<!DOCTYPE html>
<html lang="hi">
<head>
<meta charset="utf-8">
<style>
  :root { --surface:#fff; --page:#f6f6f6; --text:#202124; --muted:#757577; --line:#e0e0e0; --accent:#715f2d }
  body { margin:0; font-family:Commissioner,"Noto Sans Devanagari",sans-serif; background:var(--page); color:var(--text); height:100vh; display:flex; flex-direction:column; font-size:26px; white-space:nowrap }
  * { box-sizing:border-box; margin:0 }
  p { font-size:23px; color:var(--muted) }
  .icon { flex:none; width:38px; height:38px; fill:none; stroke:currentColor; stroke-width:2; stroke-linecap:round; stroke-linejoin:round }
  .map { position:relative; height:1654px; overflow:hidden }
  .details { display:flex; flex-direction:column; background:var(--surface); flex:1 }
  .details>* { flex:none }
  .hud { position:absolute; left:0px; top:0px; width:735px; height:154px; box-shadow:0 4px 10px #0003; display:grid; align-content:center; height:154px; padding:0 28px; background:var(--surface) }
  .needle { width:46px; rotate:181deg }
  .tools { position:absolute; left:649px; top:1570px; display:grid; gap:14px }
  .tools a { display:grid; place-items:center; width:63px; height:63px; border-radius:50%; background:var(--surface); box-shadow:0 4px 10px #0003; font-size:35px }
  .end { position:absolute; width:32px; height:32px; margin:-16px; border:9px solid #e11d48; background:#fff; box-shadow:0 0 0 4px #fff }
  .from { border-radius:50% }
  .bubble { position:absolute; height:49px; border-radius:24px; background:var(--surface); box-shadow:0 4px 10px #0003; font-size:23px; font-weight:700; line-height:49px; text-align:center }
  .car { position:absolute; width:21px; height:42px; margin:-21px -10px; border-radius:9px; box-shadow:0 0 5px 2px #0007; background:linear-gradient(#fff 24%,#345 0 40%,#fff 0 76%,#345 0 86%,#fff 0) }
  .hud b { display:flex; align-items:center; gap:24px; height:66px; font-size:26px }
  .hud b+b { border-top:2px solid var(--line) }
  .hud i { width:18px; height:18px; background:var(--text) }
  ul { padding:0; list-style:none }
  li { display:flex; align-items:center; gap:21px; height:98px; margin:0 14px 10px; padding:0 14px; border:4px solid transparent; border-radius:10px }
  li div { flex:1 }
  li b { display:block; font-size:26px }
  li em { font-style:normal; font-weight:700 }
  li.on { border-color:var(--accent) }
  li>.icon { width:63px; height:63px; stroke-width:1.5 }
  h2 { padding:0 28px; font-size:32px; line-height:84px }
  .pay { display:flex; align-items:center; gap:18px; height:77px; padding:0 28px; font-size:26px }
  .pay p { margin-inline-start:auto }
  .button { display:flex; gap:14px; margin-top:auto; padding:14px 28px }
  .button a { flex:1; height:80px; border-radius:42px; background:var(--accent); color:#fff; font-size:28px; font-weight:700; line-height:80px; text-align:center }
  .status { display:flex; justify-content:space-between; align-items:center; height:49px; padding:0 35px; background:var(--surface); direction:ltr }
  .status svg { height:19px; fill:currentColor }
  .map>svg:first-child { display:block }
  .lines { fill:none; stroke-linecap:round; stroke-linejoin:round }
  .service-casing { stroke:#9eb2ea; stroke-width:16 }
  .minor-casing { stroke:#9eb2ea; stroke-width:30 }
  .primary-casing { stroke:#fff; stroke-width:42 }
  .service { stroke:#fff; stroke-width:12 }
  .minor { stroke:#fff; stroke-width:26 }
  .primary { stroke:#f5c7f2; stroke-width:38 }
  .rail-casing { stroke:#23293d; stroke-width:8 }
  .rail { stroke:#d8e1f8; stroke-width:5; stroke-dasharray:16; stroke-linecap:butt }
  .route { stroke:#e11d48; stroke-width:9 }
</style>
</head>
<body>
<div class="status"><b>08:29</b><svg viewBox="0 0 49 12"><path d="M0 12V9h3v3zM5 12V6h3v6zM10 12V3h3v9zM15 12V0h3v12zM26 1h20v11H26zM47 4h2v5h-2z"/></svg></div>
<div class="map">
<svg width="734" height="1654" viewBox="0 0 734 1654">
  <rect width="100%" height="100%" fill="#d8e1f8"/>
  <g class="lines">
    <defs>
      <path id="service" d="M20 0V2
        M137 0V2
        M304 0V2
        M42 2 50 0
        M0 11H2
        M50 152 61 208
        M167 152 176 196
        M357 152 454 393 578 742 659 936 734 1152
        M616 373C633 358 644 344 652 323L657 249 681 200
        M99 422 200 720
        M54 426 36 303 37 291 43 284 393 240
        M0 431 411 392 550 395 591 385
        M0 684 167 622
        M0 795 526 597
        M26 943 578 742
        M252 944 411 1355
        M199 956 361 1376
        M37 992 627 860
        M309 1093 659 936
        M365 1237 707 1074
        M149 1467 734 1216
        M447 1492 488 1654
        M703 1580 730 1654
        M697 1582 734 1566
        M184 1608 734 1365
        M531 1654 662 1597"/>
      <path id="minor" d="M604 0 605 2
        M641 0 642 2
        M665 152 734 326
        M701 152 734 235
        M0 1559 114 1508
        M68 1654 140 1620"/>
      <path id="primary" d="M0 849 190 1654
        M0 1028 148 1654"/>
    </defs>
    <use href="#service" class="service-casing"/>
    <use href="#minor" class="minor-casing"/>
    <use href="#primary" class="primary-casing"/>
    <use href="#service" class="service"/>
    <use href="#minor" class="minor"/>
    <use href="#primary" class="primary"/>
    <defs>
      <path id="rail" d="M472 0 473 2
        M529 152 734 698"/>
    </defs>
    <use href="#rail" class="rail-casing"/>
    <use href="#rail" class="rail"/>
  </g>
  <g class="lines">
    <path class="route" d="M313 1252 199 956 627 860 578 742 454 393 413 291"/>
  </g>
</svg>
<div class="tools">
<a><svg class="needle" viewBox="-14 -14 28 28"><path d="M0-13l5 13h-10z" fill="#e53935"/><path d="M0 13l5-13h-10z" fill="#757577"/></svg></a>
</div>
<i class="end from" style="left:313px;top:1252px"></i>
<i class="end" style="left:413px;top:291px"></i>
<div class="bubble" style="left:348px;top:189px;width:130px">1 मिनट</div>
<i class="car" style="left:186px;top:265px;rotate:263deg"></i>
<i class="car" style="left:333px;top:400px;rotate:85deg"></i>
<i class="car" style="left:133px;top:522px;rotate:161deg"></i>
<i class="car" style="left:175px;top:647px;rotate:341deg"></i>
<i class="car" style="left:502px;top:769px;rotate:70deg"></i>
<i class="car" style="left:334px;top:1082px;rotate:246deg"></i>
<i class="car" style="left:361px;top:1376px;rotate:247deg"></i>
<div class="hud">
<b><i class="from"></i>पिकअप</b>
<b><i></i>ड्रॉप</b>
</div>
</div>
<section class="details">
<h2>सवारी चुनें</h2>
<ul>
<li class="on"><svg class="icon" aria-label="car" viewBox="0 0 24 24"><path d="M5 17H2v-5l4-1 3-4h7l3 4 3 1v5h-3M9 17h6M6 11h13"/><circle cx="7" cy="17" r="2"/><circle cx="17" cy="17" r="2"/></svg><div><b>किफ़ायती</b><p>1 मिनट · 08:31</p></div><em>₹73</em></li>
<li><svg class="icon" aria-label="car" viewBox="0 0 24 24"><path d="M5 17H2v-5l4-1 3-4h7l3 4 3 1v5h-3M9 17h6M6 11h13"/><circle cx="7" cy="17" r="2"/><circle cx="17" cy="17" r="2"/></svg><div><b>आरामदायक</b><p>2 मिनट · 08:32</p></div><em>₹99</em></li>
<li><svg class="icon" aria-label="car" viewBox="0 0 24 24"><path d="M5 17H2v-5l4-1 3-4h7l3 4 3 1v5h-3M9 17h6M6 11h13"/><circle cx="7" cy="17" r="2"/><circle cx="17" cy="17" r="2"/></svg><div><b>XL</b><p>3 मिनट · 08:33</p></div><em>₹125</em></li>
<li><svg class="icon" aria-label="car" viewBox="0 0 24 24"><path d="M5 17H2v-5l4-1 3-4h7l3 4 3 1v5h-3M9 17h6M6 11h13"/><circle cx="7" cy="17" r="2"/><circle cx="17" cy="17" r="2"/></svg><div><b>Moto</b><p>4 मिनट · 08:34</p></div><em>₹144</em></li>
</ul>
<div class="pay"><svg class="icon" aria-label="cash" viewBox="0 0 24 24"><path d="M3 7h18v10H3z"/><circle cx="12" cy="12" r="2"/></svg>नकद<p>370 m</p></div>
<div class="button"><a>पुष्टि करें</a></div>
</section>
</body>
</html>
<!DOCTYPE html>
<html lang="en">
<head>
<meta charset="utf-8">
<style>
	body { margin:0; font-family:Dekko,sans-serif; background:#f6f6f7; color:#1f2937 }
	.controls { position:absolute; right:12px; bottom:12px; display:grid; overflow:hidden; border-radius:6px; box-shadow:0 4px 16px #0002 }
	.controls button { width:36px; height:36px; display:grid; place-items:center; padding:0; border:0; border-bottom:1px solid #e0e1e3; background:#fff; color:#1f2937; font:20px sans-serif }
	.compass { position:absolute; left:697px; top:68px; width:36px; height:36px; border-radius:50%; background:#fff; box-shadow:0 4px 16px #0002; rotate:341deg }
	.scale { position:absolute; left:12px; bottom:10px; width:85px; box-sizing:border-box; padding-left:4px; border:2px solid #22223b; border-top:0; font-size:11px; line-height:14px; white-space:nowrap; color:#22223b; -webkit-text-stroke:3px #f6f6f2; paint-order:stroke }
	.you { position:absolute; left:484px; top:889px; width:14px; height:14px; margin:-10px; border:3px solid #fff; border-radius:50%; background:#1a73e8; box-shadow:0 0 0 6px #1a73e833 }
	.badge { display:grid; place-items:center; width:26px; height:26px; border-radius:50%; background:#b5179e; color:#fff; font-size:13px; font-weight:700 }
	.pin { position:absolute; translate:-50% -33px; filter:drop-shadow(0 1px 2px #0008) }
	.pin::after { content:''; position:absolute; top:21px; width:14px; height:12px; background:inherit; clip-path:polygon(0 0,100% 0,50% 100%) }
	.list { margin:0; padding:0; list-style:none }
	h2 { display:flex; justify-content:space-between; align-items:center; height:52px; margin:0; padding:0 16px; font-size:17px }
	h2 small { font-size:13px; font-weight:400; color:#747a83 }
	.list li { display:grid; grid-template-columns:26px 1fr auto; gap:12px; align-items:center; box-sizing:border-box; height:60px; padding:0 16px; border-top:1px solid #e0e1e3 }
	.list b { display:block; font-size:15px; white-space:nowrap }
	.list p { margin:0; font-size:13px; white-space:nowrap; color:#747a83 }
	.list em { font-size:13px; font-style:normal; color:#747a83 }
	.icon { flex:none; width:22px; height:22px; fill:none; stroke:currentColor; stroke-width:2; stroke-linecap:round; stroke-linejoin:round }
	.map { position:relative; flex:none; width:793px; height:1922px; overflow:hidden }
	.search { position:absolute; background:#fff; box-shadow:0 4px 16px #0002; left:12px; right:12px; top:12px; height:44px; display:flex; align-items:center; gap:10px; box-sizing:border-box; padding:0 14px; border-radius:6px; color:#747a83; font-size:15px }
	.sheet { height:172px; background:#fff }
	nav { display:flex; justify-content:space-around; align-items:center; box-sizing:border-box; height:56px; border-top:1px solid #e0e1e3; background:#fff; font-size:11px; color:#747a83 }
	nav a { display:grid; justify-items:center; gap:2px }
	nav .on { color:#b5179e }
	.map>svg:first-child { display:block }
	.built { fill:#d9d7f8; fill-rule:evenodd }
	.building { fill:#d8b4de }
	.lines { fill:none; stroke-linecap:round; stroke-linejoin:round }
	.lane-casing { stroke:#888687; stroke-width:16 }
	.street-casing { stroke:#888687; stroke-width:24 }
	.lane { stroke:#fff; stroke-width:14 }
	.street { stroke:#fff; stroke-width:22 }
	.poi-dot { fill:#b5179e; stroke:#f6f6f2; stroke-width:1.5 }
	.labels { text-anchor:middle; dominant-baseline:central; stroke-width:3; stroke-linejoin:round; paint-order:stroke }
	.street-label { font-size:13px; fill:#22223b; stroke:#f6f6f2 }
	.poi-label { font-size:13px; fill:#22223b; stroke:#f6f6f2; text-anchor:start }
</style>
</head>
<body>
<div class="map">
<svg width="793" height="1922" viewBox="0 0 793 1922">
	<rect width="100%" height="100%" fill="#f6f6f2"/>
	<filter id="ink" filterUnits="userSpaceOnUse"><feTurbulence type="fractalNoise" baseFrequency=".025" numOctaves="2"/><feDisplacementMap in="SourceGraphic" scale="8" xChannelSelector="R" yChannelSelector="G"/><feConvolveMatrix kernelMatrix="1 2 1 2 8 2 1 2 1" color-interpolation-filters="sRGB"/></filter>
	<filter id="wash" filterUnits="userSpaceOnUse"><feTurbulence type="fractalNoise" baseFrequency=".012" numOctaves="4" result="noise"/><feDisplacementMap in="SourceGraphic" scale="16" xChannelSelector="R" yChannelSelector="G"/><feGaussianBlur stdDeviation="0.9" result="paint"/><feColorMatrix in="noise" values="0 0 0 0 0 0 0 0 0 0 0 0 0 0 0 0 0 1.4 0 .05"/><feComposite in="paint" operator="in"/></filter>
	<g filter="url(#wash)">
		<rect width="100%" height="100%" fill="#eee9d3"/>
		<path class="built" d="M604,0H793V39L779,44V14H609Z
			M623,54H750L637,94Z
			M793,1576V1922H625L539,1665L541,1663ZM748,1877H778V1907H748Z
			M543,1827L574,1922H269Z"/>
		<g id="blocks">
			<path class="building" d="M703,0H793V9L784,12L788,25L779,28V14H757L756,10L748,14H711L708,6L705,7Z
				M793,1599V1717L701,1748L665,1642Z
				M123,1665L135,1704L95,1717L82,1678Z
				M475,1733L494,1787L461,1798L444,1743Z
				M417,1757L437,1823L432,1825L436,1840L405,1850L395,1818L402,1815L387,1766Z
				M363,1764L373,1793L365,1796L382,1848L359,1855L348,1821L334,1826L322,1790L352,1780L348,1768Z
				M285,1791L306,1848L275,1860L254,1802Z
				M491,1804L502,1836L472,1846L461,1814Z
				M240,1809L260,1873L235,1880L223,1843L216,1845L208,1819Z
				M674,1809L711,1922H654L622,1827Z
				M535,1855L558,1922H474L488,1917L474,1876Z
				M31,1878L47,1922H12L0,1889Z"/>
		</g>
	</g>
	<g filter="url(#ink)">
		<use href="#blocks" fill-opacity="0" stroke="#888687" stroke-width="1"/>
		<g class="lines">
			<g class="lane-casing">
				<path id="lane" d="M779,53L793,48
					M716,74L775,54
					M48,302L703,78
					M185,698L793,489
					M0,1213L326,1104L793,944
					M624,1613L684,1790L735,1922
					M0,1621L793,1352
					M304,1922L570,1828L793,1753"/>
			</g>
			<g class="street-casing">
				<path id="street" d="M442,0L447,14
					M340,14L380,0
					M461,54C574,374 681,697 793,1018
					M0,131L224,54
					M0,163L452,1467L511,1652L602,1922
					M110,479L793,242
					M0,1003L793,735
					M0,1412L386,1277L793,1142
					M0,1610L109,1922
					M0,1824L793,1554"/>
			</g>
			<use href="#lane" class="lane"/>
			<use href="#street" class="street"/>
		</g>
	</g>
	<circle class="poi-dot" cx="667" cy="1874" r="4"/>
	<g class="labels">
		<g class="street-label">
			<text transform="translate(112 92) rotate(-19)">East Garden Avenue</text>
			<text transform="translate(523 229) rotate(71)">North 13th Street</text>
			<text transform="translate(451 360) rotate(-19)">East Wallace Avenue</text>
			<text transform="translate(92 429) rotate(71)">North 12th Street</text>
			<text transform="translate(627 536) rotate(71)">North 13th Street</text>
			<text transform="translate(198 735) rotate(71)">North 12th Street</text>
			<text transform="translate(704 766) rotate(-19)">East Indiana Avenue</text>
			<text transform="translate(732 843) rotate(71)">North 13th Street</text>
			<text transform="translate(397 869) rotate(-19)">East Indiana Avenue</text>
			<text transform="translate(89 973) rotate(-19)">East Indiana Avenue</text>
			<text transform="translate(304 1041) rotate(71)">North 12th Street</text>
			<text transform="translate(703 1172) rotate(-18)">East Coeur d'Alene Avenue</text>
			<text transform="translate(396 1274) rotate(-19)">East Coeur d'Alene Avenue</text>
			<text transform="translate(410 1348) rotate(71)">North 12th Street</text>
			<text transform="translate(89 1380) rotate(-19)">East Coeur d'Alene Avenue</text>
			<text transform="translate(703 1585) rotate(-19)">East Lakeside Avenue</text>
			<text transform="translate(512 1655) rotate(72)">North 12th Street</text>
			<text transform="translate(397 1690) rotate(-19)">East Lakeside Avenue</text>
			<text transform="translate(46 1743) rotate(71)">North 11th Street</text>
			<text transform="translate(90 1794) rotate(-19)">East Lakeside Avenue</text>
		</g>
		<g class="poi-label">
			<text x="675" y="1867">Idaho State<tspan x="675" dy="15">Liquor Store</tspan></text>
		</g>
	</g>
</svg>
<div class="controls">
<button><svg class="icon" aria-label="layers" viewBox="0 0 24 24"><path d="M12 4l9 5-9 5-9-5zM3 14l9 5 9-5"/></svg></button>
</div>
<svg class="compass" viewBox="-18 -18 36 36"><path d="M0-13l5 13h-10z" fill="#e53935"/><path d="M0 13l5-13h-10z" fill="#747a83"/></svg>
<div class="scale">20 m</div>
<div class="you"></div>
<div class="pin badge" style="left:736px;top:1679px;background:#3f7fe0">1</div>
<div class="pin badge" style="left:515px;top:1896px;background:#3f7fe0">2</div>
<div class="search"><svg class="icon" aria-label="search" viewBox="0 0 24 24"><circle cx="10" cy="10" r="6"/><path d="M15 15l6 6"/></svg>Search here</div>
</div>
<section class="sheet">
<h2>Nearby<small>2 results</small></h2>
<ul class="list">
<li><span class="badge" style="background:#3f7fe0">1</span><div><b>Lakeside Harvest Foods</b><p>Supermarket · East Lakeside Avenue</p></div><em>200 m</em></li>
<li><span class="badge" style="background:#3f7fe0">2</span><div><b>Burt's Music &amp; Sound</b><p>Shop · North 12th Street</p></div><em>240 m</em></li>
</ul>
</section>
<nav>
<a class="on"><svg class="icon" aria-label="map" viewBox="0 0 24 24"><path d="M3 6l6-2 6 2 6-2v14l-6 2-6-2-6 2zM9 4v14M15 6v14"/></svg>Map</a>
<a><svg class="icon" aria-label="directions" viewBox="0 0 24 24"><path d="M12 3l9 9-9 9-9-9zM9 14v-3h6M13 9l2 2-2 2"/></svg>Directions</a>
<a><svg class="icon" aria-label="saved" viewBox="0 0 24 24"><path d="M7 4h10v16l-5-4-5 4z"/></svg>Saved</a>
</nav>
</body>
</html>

### Task
Look back at the data above. Transcribe exactly the lines starting at the line that contains "content:''; position:absolute; top:21px;" and ending at the line that contains "flex:none; width:22px; height:22px;".

### Task answer
	.pin::after { content:''; position:absolute; top:21px; width:14px; height:12px; background:inherit; clip-path:polygon(0 0,100% 0,50% 100%) }
	.list { margin:0; padding:0; list-style:none }
	h2 { display:flex; justify-content:space-between; align-items:center; height:52px; margin:0; padding:0 16px; font-size:17px }
	h2 small { font-size:13px; font-weight:400; color:#747a83 }
	.list li { display:grid; grid-template-columns:26px 1fr auto; gap:12px; align-items:center; box-sizing:border-box; height:60px; padding:0 16px; border-top:1px solid #e0e1e3 }
	.list b { display:block; font-size:15px; white-space:nowrap }
	.list p { margin:0; font-size:13px; white-space:nowrap; color:#747a83 }
	.list em { font-size:13px; font-style:normal; color:#747a83 }
	.icon { flex:none; width:22px; height:22px; fill:none; stroke:currentColor; stroke-width:2; stroke-linecap:round; stroke-linejoin:round }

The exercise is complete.